How is winRT better than random Chinese OS that looks like some other OS but has no actual software for itself? Why would anyone buy winRT? Can it do anything else than check email and listen to music?Reply
They should indeed empty their inventory. Once the Bay Trail tablets arrive, the Surface RT will be even more irrelevant than it is. At least I'm hoping.Reply
11161196 said:How is winRT better than random Chinese OS that looks like some other OS but has no actual software for itself? Why would anyone buy winRT? Can it do anything else than check email and listen to music?
I'm curious to know, what random Chinese OS? Why they'd develop their own OS when Android is free?
Edit: Sorry, double posted for some reason.Reply
eodeo, can it even check e-mail?
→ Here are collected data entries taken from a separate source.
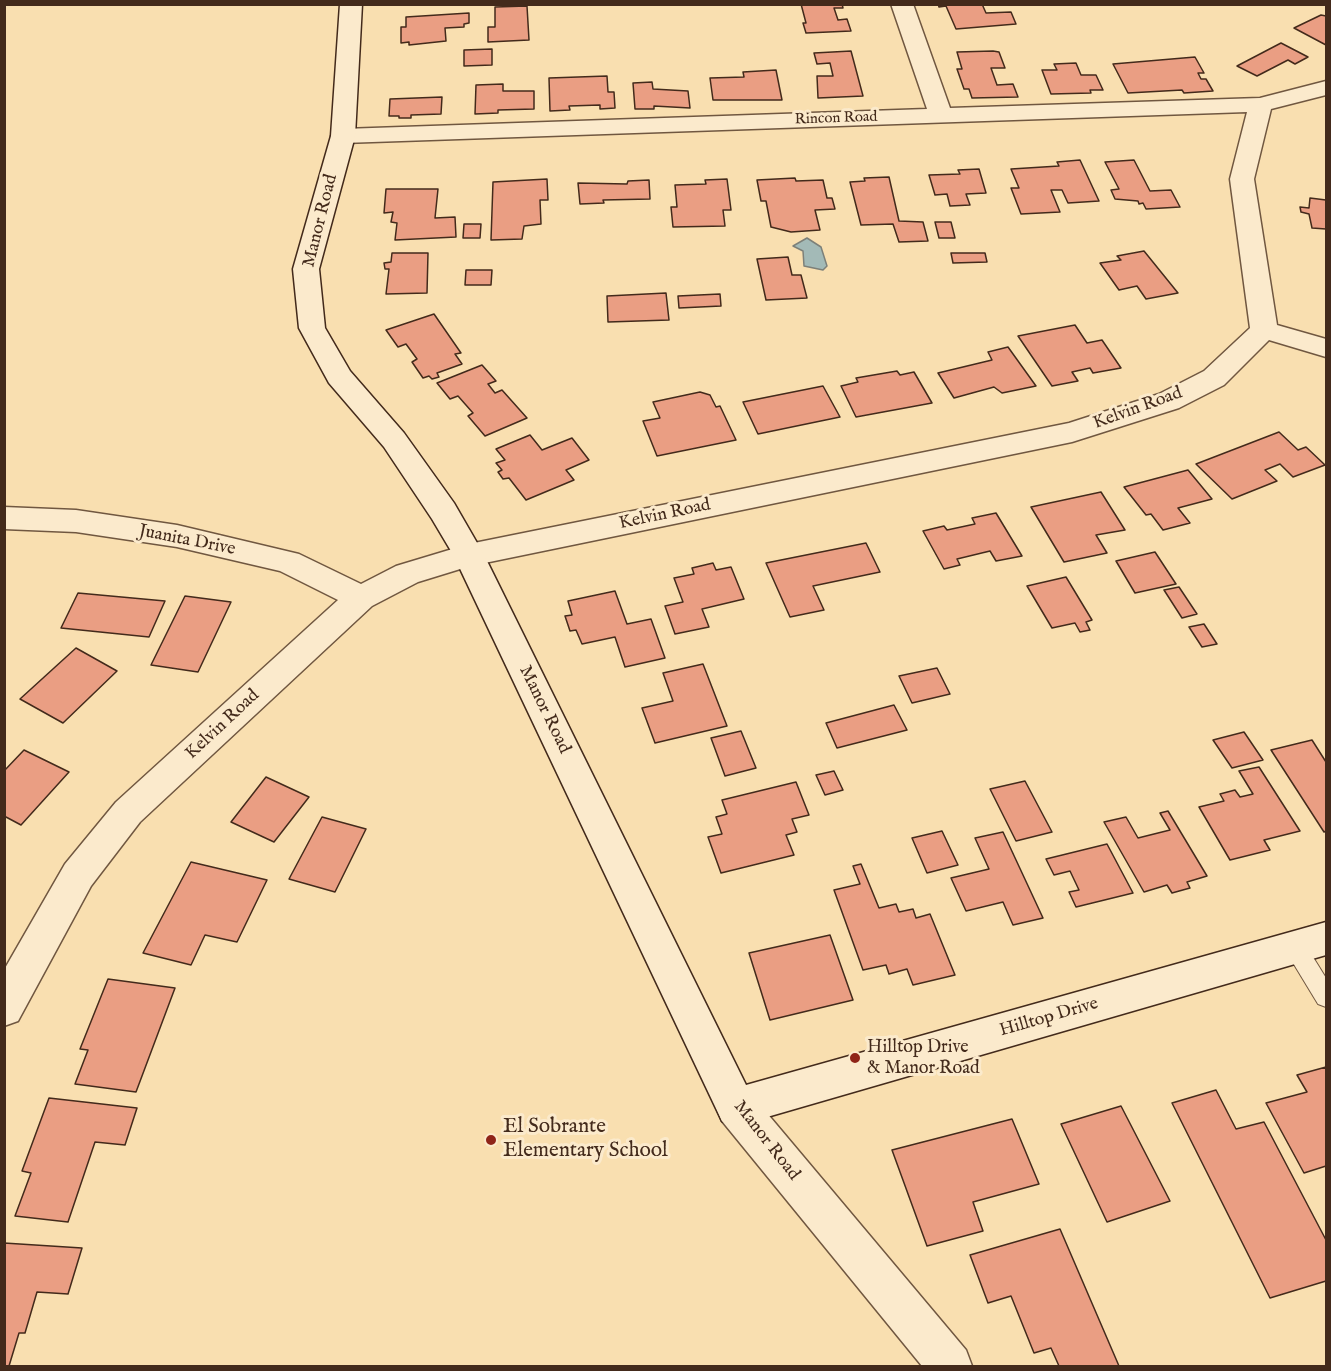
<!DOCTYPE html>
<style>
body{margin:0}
#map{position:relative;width:1331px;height:1371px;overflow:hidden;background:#f9dfb0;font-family:"IM FELL English",serif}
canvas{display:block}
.frame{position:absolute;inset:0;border:6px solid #432a1b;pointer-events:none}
</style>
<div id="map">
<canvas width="1331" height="1371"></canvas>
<div class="frame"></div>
</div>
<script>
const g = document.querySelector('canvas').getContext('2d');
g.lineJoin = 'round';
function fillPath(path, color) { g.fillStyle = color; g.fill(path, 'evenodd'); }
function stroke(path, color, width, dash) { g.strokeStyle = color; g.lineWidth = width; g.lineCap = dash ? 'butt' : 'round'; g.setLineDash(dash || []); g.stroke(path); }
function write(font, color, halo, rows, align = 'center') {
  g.font = font + ' "IM FELL English",serif'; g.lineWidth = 6; g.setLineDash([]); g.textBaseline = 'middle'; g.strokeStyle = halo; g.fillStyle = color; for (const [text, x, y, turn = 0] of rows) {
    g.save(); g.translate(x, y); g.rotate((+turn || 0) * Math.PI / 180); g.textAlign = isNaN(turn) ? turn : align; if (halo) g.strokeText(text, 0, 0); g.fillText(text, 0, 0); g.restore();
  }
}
const water = new Path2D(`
 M807 238 821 247 827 266 823 270 804 266 803 251 793 246Z`);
fillPath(water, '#a3bab7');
stroke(water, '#7d8079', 1.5);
const building = new Path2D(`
 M801 4H842L843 8H834L838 20 847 19 851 31 806 33 803 23H806Z
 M938 4H982L986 13 1011 12 1016 24 956 29 946 6 939 7Z
 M527 6 529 40 488 42V27H495V7Z
 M469 13V23L464 24V27L445 28 446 41 409 45V42L401 43V27H406V17Z
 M1321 15 1326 16V45L1294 28Z
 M1281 43 1308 57 1295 64 1288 60 1257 76 1237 66Z
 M492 49V65L464 66V50Z
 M851 51 863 96 818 98 817 76H833L830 63 817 64 814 53Z
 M993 51 999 52 1005 68H991L997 85 1013 84 1018 97 972 98 969 89H964L957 69H962L957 52Z
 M1195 57 1204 73H1198L1201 79H1206L1213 91 1184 93 1182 90 1128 93 1113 64Z
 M1076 63 1081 75H1096L1103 90H1090L1091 93 1051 94 1042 70H1057L1054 64Z
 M776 70 782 100H713L710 78 744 77 743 72Z
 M607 76 608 92H614L615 108 600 109V105L569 106 570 110 550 111 549 78Z
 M652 82 653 89 688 91 690 108 654 106V109H635L633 83Z
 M503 84V91H534V109L498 110V113L475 114 476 85Z
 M442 97 441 114 411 115V118H399V116H389L390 99Z
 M1080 160 1099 201 1068 203 1062 190H1051L1060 212 1021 214 1011 188H1019L1011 169 1059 166 1057 162Z
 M1134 160 1150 191 1171 190 1180 207 1146 209 1143 203 1139 204 1138 201 1115 199 1111 190 1119 189 1105 162Z
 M979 169 986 193 966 194 970 205 950 206 947 194 935 195 929 175 960 174 958 170Z
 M889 177 899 221 923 222 928 241 899 242 893 224 861 225 850 182 865 181 864 178Z
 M795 178 796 181 823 180 827 198H832L835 209 815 210 820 230 791 232 771 227 766 201H761L757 180Z
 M547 179 548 200H540L541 224 524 226 522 239 491 240 493 182Z
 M727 179 731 210H723L725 226 673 227 671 207H677L675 185 706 184 705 180Z
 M649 180 650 199 603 200 604 203 580 204 578 183 627 184 628 181Z
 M386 189H438L435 218 455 217 456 237 395 240 397 223 391 222 393 212 384 213Z
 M1310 198 1326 200V229L1312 228 1309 214 1301 212 1300 207 1309 208Z
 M935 222H951L955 238H939Z
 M464 224H481L480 238H463Z
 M1144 251 1178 293 1146 299 1137 286 1119 290 1100 263 1121 260 1117 256Z
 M392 253H428L427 293 386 294 389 269H385L384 263 391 262Z
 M951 253H985L987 262 953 263Z
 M788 257 792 275H801L807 298 766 300 757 259Z
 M466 270H492L491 285H465Z
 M666 293 669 320 608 322 607 296Z
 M720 294 721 306 679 308 678 296Z
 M434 314 461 353 455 354 462 364 437 373 439 377 432 379 429 376 423 378 412 362 417 359 406 344 398 347 386 330Z
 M1075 325 1087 343 1102 340 1121 368 1093 373 1090 368 1072 372 1078 381 1052 386 1018 336Z
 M1008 347 1036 386 1002 393 994 387 954 398 938 373 992 360 988 352Z
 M482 365 496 381 488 384 495 393 502 390 527 418 485 436 468 416 473 413 458 396 450 399 437 383Z
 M897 371 900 375 914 372 932 403 856 417 841 386 858 382 856 378Z
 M823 386 840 417 758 434 743 402Z
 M700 392 710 395 716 407 720 406 736 440 657 456 643 421 660 418 653 402Z
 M1279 432 1298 450 1306 447 1325 465 1293 477 1280 464 1265 470 1277 481 1232 499 1196 464Z
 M530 435 542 450 572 438 589 460 566 470 574 480 526 500 509 478 503 479 498 472 502 470 496 463 505 460 496 449Z
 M1188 470 1212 499 1178 508 1190 523 1163 530 1151 514 1146 515 1124 487Z
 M1101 492 1125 530 1096 535 1107 553 1064 562 1031 507Z
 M996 513 1022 556 996 561 990 551 957 559 960 565 944 569 923 531 944 526 947 530 975 524 972 518Z
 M866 543 880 572 813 586 824 610 790 617 766 563Z
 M1155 552 1176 584 1135 593 1116 561Z
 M713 563 716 570 731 567 744 599 702 609 709 627 675 634 665 606 683 602 674 578 694 574 692 568Z
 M1066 577 1092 620 1086 622 1090 630 1080 632 1075 623 1052 628 1027 586Z
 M1179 587 1197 614 1182 618 1164 590Z
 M615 591 627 624 651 619 665 658 625 667 615 637 582 644 576 630 570 631 565 616 572 615 568 601Z
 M78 593 165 601 149 637 61 628Z
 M185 596 231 602 198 672 151 665Z
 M1204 624 1217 644 1202 647 1189 627Z
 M76 648 117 671 63 723 20 699Z
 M703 664 727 726 655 743 642 708 673 701 663 673Z
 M937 668 950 694 912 703 899 676Z
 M894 705 907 730 837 748 826 723Z
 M741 731 756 768 725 776 711 738Z
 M1244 732 1263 760 1232 768 1213 740Z
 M1312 740 1326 762V831L1324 832 1271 750Z
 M24 750 69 772 21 825 6 817 4 819V771Z
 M1259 767 1300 831 1264 840 1270 850 1230 860 1199 807 1224 801 1220 794 1235 790 1240 797 1253 794 1239 771Z
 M834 771 843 790 825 795 816 775Z
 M266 777 309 797 274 842 231 822Z
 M1025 781 1052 832 1016 841 990 789Z
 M796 782 809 815 792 819 797 832 786 835 794 855 721 873 708 837 722 834 716 817 727 814 722 800Z
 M1168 811 1207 876 1187 882 1190 888 1172 893 1167 885 1144 892 1104 822 1126 817 1138 838 1170 830 1160 813Z
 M322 817 366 829 335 892 289 879Z
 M942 831 958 865 927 873 912 838Z
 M1003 832 1043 918 1013 925 1003 902 966 911 951 878 989 869 975 838Z
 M1107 844 1133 893 1076 907 1069 892 1079 890 1070 871 1054 875 1046 859Z
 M191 862 267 880 237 942 205 935 191 965 143 953Z
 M861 864 879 908 896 904 899 912 913 909 916 918 930 914 955 975 913 985 907 969 889 974 886 965 863 970 834 890 860 884 853 866Z
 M830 935 853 1000 770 1020 749 953Z
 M108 979 175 988 136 1092 75 1084 88 1050 80 1049Z
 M1326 1067V1166L1304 1173 1266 1103 1307 1092 1297 1075Z
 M1216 1090 1236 1129 1264 1122 1326 1240V1281L1270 1298 1172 1103Z
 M49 1098 137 1108 125 1145 95 1142 68 1222 15 1216 31 1173 22 1171Z
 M1121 1106 1170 1201 1107 1222 1061 1124Z
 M1012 1119 1039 1184 973 1202 983 1231 927 1246 892 1150Z
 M1060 1229 1119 1366H1059L1051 1348 1034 1353 1011 1296 988 1303 970 1255Z
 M4 1243 82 1248 68 1294 37 1292 25 1333H19L9 1366H4Z`);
fillPath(building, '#ea9e83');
stroke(building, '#432a1b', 1.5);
const lane = new Path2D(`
 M1295 938 1303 941 1326 978V1007L1318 1004 1284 948 1287 941Z`);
const street = new Path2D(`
 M891 4H913L950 108 1260 98 1326 81V95L1271 109 1254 179 1277 325 1326 339V357L1269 340 1224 385 1179 408 1072 442 470 566 418 582 372 606 140 822 91 886 18 1021 4 1026V970L65 864 116 802 338 600 280 571 177 547 76 532 4 529V507L76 510 177 525 299 554 361 584 396 566 469 544 1069 423 1159 394 1204 371 1250 328 1230 179 1247 112 343 143 335 141 331 136 335 131 343 129 927 109Z
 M736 1088 750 1093 966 1350 972 1366H922L722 1121 716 1107 722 1093Z`);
const secondary = new Path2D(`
 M340 4H362L355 136 319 269 325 328 350 371 404 433 454 503 484 555 746 1085 1326 922V955L736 1126 722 1121 454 556 432 519 384 447 329 383 299 328 293 269 331 136Z`);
stroke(lane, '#705740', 2);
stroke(street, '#705740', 3);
stroke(secondary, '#432a1b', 3);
fillPath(lane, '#fbeacc');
fillPath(street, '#fbeacc');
fillPath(secondary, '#fbeacc');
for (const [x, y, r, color] of [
 [855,1058,6,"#8f2418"],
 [491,1140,6,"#8f2418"]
]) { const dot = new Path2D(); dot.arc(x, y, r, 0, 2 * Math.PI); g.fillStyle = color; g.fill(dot); stroke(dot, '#fbeacc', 2); }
write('15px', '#432a1b', '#fbeacc', [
 ["Rincon Road",836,119,-2]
]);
write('18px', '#432a1b', '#fbeacc', [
 ["Manor Road",321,221,-76],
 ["Kelvin Road",1138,409,-20],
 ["Kelvin Road",665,515,-12],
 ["Juanita Drive",187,541,11],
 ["Manor Road",544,710,64],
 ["Kelvin Road",223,725,-43],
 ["Hilltop Drive",1049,1018,-16],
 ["Manor Road",766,1141,52]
]);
write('18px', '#432a1b', '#fbeacc', [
 ["Hilltop Drive",867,1048],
 ["& Manor Road",867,1069]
], 'left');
write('21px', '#432a1b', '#fbeacc', [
 ["El Sobrante",503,1128],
 ["Elementary School",503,1152]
], 'left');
</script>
It doesn't come or work with outlook. :PReply
Also triple post... this is one fine messaging system going here.
11161226 said:I'm curious to know, what random Chinese OS? Why they'd develop their own OS when Android is free?
I was referring to the Chinese iPhone copies. They look like an actual iPhone from both exterior and a quick glance at the UI/icons. They can place calls, listen to music... the basics- but have no actual external software to distinguish themselves from the slightly advanced calculator into an actual smartphone category.
They were made with one thing in mind- to look like something they aren't.
I'm pretty sure you can check emails with RT. I doubt their "smart" status, but not that MS implemented the crudest of the basics- like checking email. Also, I've never used outlook, and I dont plan to start now.
The main advantage to Surface RT tablets over Android/iOS is the regular Windows driver support - tens of thousands of USB devices, printers, etc - that Android and other types of machines likely won't have, along with Windows style multi monitor support, along with actual Office and not some half-arsed app. Personally, I feel that an RT device might actually outstrip Android and iOS devices as productivity devices at the same price point. At $350, I'd consider one over an iPad, though I still favour much cheaper Android tablets because of the cost advantage paired with the much more varied app store - clear advantage in everything but straight up productivity.
That being said, if you compare an RT tablet to a full Windows tablet, it's still a clear second best for productivity, and if you want productivity, you generally don't want to compromise.